Work required: Below are entries; count each line that holds the word "anchor" and report the number without any other words.

Data excerpts:

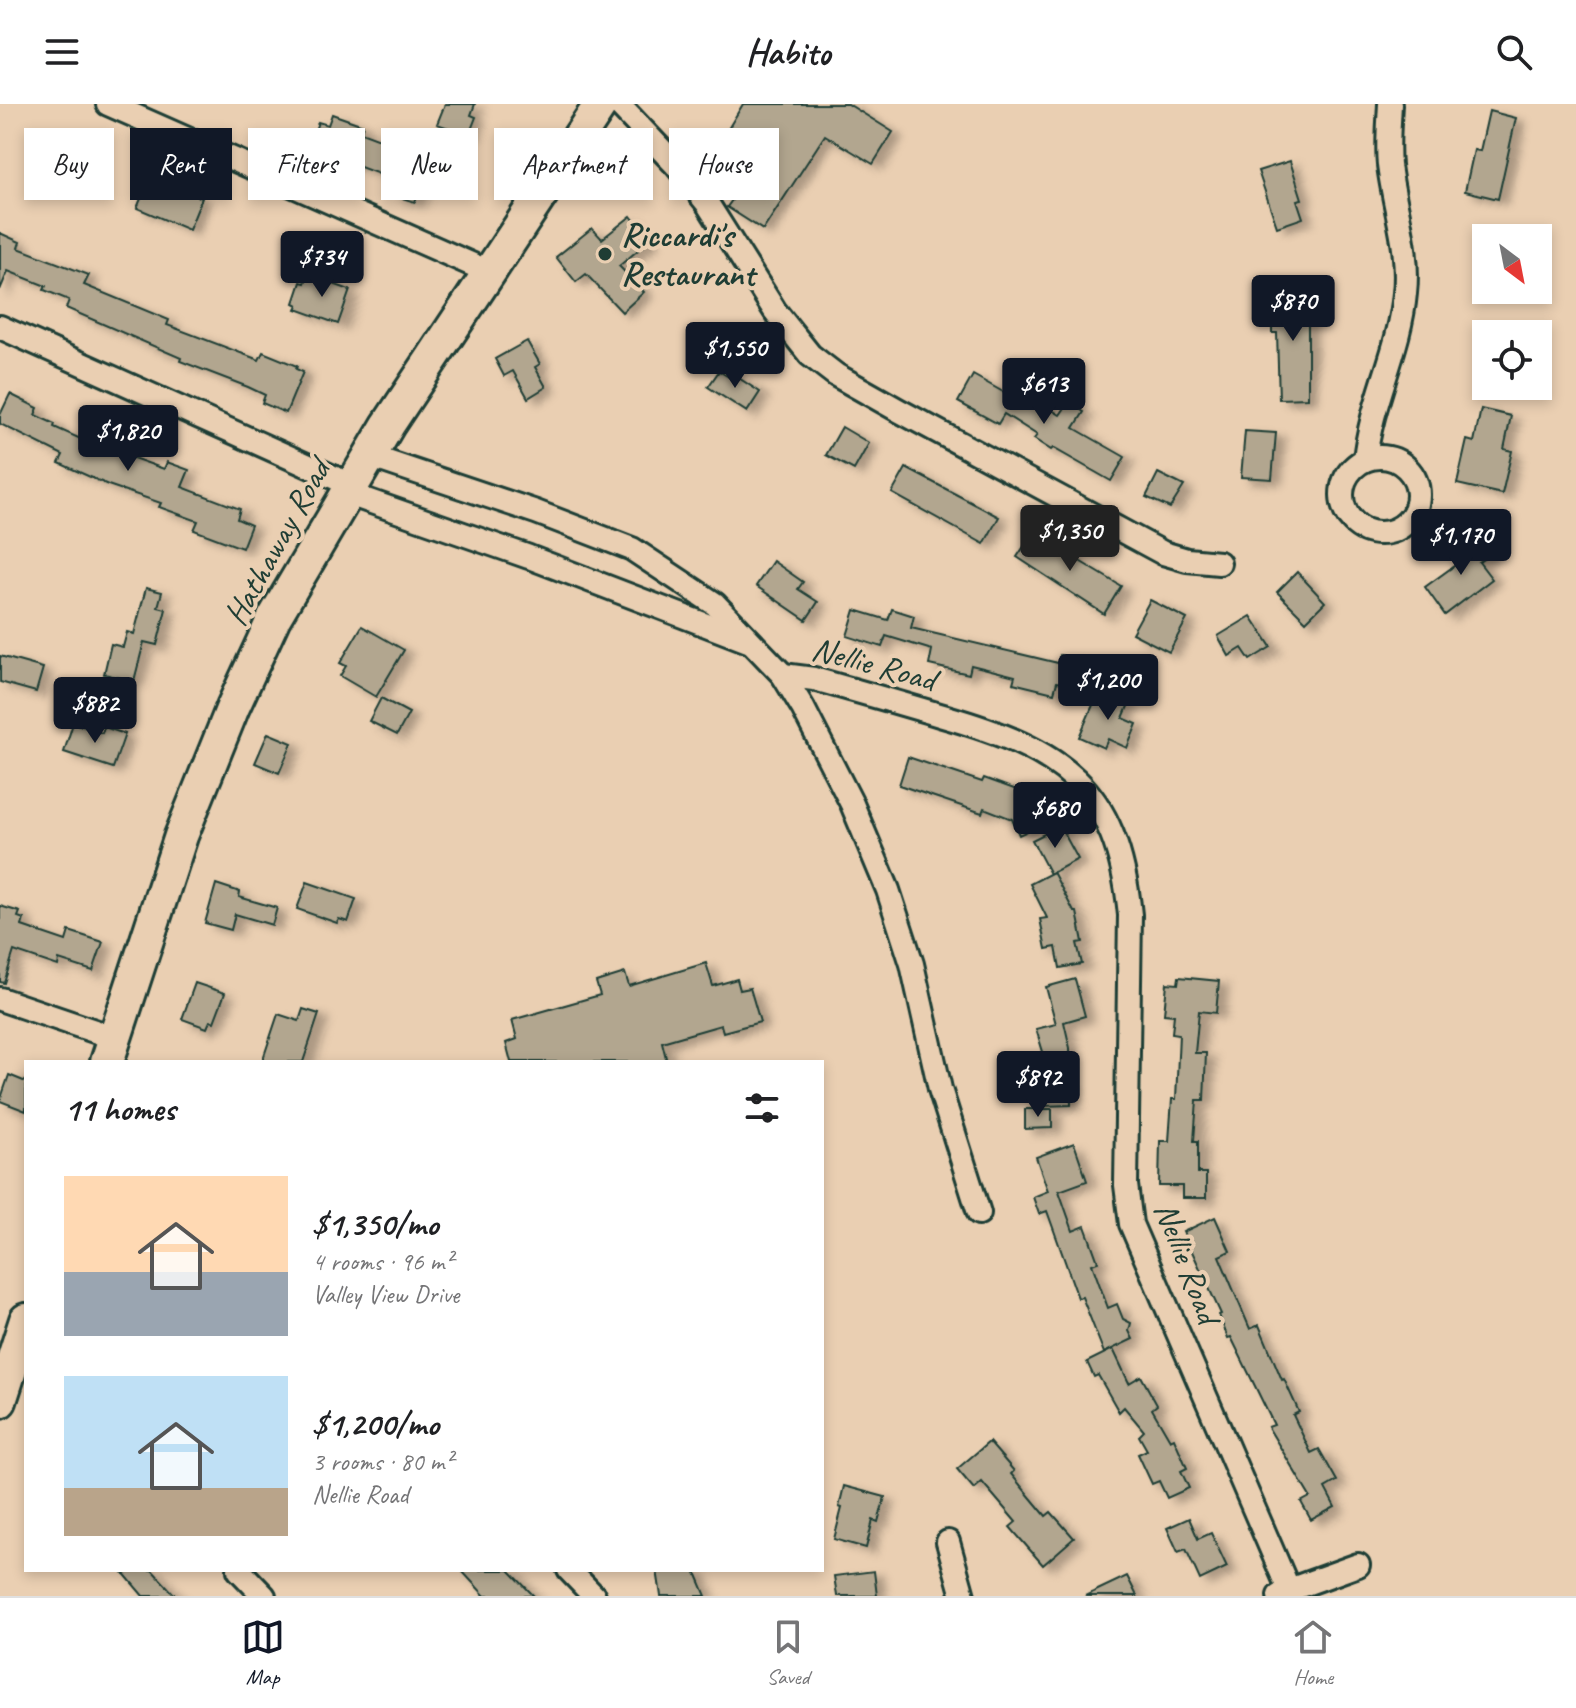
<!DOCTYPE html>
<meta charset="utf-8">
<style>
:root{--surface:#fff;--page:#f2f2f2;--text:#202124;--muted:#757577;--line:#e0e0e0;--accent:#111827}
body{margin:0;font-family:Caveat,sans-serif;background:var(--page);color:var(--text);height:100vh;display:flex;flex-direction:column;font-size:30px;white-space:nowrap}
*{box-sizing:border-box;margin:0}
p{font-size:26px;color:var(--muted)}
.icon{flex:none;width:44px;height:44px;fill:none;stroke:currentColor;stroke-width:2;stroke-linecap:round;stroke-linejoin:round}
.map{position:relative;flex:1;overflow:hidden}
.panel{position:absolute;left:24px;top:956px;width:800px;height:512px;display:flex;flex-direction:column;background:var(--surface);border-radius:0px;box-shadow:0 4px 12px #0003}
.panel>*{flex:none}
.banner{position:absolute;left:24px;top:24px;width:800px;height:72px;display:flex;gap:16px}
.needle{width:52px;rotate:148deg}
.fabs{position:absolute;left:1472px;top:120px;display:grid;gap:16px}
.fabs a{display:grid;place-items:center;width:80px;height:80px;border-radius:0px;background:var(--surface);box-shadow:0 4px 12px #0003;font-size:40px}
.price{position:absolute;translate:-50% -68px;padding:0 18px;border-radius:8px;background:var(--accent);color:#fff;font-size:26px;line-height:52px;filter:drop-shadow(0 2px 4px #0008)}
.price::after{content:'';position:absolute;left:50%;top:48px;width:24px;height:18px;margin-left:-12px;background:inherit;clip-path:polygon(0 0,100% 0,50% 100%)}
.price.on{background:#222;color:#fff}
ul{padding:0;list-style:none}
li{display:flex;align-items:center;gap:24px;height:200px;padding:0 40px}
li span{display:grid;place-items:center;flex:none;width:224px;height:160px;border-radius:0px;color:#555}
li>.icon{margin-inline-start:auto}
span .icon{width:96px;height:96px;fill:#fffc;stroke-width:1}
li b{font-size:34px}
h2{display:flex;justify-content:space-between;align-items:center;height:96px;padding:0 40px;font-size:34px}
.chip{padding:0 28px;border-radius:0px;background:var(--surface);box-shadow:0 4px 12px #0003;font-size:28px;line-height:72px}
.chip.on{background:var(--accent);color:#fff}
header{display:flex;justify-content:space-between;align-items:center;height:104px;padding:0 40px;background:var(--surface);font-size:36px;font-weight:600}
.tabs{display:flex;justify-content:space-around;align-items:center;height:112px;border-top:2px solid var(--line);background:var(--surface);font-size:22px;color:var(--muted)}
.tabs a{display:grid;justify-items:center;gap:4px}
.tabs .on{color:var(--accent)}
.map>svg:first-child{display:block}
</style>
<header><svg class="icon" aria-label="menu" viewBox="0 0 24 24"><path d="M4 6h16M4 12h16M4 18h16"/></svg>Habito<svg class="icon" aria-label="search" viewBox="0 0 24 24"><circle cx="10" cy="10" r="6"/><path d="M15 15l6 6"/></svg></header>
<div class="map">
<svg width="1576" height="1492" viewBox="0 0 1576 1492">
<defs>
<filter id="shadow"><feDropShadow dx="9" dy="5" stdDeviation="4" flood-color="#0004"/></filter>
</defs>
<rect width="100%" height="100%" fill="#eacfb2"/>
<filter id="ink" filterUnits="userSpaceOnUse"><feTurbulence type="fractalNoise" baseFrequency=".0125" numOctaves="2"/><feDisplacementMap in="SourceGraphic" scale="16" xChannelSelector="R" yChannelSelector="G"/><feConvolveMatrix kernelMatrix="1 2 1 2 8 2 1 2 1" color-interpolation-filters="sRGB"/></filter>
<g filter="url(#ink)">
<g fill="#b2a68f" stroke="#1f3d34" stroke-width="2" filter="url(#shadow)">
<path d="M 445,0 L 475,0 L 471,11 L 476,13 L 469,31 L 437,20 Z"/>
<path d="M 743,0 L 848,0 L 893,28 L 873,60 L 825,31 L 763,126 L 727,103 L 732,96 L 722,90 L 727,81 L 699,64 L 715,38 L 719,40 Z"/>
<path d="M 1489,7 L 1516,14 L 1498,95 L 1465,87 L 1474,46 L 1480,47 Z"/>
<path d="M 332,10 L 363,21 L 361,28 L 431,54 L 415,98 L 393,91 L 398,77 L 309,44 L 318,18 L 328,21 Z"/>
<path d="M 50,32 L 94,49 L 80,83 L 63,76 L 67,66 L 40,55 Z"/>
<path d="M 1290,57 L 1302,95 L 1297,96 L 1303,114 L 1277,123 L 1258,67 Z"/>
<path d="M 150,73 L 202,94 L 189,126 L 137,104 Z"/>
<path d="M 631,112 L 650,136 L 619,162 L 644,188 L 622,208 L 586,170 L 576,178 L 556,153 L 592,124 L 602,135 Z"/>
<path d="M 0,129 L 20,138 L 18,144 L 89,171 L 84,181 L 169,216 L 167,221 L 259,256 L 263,248 L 297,262 L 296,265 L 303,268 L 286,309 L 262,299 L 265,291 L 248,283 L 180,257 L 181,254 L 66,204 L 69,196 L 44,186 L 46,182 L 8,167 L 0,186 Z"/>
<path d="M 308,171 L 350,186 L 338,220 L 296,205 L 298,201 L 294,199 L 301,178 L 305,179 Z"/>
<path d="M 1281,184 L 1308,184 L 1308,294 L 1279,295 L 1277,229 L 1272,229 L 1272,208 L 1281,208 Z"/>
<path d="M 527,237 L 540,260 L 535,263 L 546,283 L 528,294 L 513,267 L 504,272 L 495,255 Z"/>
<path d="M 719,267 L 729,273 L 731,269 L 760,288 L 747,308 L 708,283 Z"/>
<path d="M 973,271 L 1028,302 L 1033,294 L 1060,311 L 1069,298 L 1084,308 L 1074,324 L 1125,353 L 1111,377 L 1053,344 L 1051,346 L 1034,335 L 1037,331 L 1004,310 L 998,320 L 958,298 Z"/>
<path d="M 10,290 L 38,304 L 35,311 L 55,320 L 54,323 L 85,337 L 87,331 L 103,339 L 108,327 L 128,336 L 122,350 L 164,365 L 167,358 L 189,366 L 182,383 L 240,405 L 237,415 L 251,421 L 242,444 L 194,426 L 198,417 L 159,403 L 161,399 L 108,381 L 59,359 L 63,351 L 0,320 L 0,311 Z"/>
<path d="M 1481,305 L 1511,312 L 1504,345 L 1512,347 L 1502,390 L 1457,380 L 1467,336 L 1474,338 Z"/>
<path d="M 842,323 L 869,339 L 854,366 L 826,351 Z"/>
<path d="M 1245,327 L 1276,329 L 1272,375 L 1241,373 Z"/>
<path d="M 906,364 L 999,413 L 984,440 L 892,389 Z"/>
<path d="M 1158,369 L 1184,382 L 1170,404 L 1146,393 Z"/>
<path d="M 1033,429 L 1121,482 L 1104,510 L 1017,453 Z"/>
<path d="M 1477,431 L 1491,450 L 1479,458 L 1492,475 L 1445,511 L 1425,483 L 1458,459 L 1451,451 Z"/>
<path d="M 773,457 L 803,478 L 798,485 L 818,498 L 806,516 L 756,482 Z"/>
<path d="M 1297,468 L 1325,498 L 1306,517 L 1277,488 Z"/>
<path d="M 146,484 L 162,488 L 158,503 L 166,505 L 157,541 L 144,538 L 134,577 L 104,570 L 111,540 L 123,543 L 127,528 L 134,530 Z"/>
<path d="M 1150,496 L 1187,515 L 1169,548 L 1132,529 Z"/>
<path d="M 892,505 L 914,512 L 911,524 L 1058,559 L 1060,551 L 1086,558 L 1079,583 L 1057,578 L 1054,589 L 1013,579 L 1015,572 L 971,561 L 969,570 L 929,561 L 932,546 L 886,532 L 882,543 L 847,532 L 855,506 L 888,516 Z"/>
<path d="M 1251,512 L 1271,543 L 1250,556 L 1242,544 L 1229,552 L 1218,532 Z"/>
<path d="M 362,522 L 404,546 L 376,593 L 340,572 L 346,562 L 340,559 Z"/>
<path d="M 0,552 L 43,564 L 36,588 L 0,578 Z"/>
<path d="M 1099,587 L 1129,600 L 1123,614 L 1137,620 L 1127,644 L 1108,635 L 1104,644 L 1079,633 Z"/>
<path d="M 381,594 L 409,609 L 397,631 L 369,617 Z"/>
<path d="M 73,619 L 102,629 L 104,623 L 125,630 L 113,664 L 64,648 Z"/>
<path d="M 268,629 L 292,639 L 279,669 L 255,659 Z"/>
<path d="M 908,653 L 982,678 L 984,674 L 1028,690 L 1041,721 L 1019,731 L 1012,715 L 984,704 L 982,709 L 899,681 Z"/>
<path d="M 1060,722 L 1078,755 L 1050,770 L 1032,736 Z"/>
<path d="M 1053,768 L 1074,808 L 1077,808 L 1083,838 L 1077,839 L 1082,860 L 1060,864 L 1056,843 L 1046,845 L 1040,815 L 1047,814 L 1030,780 Z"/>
<path d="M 307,778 L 356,795 L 348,818 L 339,815 L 337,819 L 297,805 Z"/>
<path d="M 216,780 L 240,788 L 239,793 L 277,804 L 272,821 L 235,810 L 231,826 L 205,819 Z"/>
<path d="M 0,802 L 20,808 L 18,813 L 24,815 L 22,822 L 66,837 L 69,827 L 103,838 L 93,867 L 59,856 L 58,862 L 14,847 L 4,879 L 0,878 Z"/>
<path d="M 706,859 L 713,882 L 737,875 L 740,886 L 750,884 L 760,918 L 723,928 L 721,921 L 662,938 L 667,958 L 511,958 L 506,939 L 517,935 L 512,916 L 600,891 L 596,878 L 625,869 L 629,882 Z"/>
<path d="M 1179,873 L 1219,877 L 1216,909 L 1199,907 L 1195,949 L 1206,949 L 1204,996 L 1197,996 L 1194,1037 L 1198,1037 L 1198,1069 L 1206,1069 L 1206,1094 L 1182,1094 L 1182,1082 L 1159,1082 L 1160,1037 L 1169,1037 L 1172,995 L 1176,995 L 1179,930 L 1172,929 L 1174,911 L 1164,910 L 1167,879 L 1178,880 Z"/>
<path d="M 1075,875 L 1085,912 L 1064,918 L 1070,944 L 1071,1001 L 1043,1002 L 1043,948 L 1036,925 L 1056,920 L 1046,883 Z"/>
<path d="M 195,879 L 225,889 L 214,918 L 210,917 L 207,924 L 182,915 Z"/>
<path d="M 303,905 L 319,910 L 303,958 L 262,958 L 278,910 L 299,917 Z"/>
<path d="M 9,971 L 26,978 L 26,1007 L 0,997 Z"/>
<path d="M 1025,1005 L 1052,1005 L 1052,1024 L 1025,1025 Z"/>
<path d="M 1074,1039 L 1087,1077 L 1059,1087 L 1073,1127 L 1085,1122 L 1098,1158 L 1092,1160 L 1108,1204 L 1117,1200 L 1123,1215 L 1131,1219 L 1129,1227 L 1133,1235 L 1104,1249 L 1082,1193 L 1078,1194 L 1047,1107 L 1039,1110 L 1033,1093 L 1048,1087 L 1036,1053 Z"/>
<path d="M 1215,1113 L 1230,1147 L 1219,1152 L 1250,1225 L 1259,1221 L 1282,1276 L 1284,1275 L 1299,1308 L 1293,1311 L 1311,1349 L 1319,1345 L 1337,1377 L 1325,1384 L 1335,1403 L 1311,1416 L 1301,1398 L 1310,1393 L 1268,1323 L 1274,1321 L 1231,1233 L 1228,1234 L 1219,1211 L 1221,1210 L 1183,1128 Z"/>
<path d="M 1113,1245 L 1129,1279 L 1141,1272 L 1157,1301 L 1152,1305 L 1170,1336 L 1174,1334 L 1187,1364 L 1181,1367 L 1189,1384 L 1167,1394 L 1159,1377 L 1152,1380 L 1138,1350 L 1147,1346 L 1139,1332 L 1144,1327 L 1124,1303 L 1119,1308 L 1098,1271 L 1094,1273 L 1087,1258 Z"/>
<path d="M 989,1338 L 1014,1367 L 1011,1370 L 1046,1412 L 1051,1408 L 1074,1434 L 1043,1461 L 1010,1423 L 1016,1418 L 982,1378 L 974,1385 L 957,1365 Z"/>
<path d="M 844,1382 L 885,1393 L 878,1418 L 873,1416 L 866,1444 L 834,1435 L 842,1404 L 839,1403 Z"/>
<path d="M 1189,1414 L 1198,1435 L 1211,1429 L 1227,1463 L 1200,1476 L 1186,1445 L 1178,1448 L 1167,1424 Z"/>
<path d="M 121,1466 L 152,1466 L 176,1492 L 143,1492 Z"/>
<path d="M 461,1466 L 509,1466 L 534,1492 L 485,1492 Z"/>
<path d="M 657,1466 L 695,1466 L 706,1492 L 661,1492 Z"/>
<path d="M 874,1467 L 877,1492 L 837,1492 L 834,1472 Z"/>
<path d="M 1127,1472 L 1137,1492 L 1085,1492 Z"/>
</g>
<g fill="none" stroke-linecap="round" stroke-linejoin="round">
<defs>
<g id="minor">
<path d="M 108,0 L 489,168"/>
<path d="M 618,0 L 676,61 L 707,99 L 775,207 L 810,251 L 836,271 L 898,306 L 1163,449 L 1187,456 L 1219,459"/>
<path d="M 0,223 L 351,381"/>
<path d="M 369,352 L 536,408 L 632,445 L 715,500 L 783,571 L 803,604 L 852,700 L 888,786 L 912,860 L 940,985 L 979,1109"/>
<circle cx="1380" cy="391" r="38"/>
<path d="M 1365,356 C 1371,297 1400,246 1405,189 C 1410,145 1394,104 1389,61 C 1387,41 1389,20 1390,0"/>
<path d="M 346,389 L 529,453 L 748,537"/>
<path d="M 783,571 L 814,575 C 857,587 900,599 943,612 C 1061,646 1117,681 1130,811 L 1126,1081 L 1131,1120 L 1289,1486"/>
<path d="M 0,895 L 115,934"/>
<path d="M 948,1438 L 963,1492"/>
<path d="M 239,1466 L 264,1492"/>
<path d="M 569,1466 L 594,1492"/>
<path d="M 1279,1492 L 1289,1486 L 1358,1461"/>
</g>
<g id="secondary">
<path d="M 107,958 L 181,732 L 233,603 L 274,514 L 388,321 L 601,0"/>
<path d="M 0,1297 L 26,1216"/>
</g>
</defs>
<use href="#minor" stroke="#1f3d34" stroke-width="28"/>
<use href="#secondary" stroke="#1f3d34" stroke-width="38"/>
<use href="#minor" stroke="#eacfb2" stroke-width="22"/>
<use href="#secondary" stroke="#eacfb2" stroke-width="32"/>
</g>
</g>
<circle fill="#1f3d34" stroke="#eacfb2" stroke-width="3" cx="605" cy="150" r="8"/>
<g text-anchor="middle" stroke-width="8" stroke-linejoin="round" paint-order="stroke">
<g font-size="34" font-weight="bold" fill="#1f3d34" stroke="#eacfb2" text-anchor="start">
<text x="621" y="142">Riccardi's<tspan x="621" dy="39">Restaurant</tspan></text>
</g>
<g font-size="34" fill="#1f3d34" stroke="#eacfb2">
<text transform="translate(276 438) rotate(-61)" y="12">Hathaway Road</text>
<text transform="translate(874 559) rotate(15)" y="12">Nellie Road</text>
<text transform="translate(1188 1158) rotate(69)" y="12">Nellie Road</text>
</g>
</g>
</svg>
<div class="fabs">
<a><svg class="needle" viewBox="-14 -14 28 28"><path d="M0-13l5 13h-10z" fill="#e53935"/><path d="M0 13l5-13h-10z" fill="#757577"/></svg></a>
<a><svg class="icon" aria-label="locate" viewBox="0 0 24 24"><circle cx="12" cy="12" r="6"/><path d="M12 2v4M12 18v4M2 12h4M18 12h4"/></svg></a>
</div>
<b class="price" style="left:322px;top:195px">$734</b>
<b class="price" style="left:1293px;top:239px">$870</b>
<b class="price" style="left:735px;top:286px">$1,550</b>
<b class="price" style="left:1044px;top:322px">$613</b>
<b class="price" style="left:128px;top:369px">$1,820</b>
<b class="price on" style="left:1070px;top:469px">$1,350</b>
<b class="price" style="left:1461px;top:473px">$1,170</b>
<b class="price" style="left:1108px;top:618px">$1,200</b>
<b class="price" style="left:95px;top:641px">$882</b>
<b class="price" style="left:1055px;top:746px">$680</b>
<b class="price" style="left:1038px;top:1015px">$892</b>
<div class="banner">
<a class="chip">Buy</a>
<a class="chip on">Rent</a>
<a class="chip">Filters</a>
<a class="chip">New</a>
<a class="chip">Apartment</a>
<a class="chip">House</a>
</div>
<section class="panel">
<h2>11 homes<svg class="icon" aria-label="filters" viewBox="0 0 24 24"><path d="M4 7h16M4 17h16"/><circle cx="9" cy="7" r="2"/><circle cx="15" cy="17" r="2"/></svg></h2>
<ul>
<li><span style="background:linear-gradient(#ffd9b3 60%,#9aa5b1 0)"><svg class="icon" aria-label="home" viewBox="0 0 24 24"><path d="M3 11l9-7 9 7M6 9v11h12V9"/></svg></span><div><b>$1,350/mo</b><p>4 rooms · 96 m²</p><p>Valley View Drive</p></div></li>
<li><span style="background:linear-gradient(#bfe0f5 70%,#b9a48a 0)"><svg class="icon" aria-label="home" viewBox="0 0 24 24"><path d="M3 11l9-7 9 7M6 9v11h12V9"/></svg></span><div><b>$1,200/mo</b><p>3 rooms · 80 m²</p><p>Nellie Road</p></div></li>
</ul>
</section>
</div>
<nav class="tabs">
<a class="on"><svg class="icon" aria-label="map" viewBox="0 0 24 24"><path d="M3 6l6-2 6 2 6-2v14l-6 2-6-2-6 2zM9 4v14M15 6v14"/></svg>Map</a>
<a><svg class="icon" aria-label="saved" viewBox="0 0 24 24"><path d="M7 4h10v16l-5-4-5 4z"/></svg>Saved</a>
<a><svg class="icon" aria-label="home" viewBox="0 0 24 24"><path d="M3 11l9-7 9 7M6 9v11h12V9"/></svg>Home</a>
</nav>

Answer to the problem: 2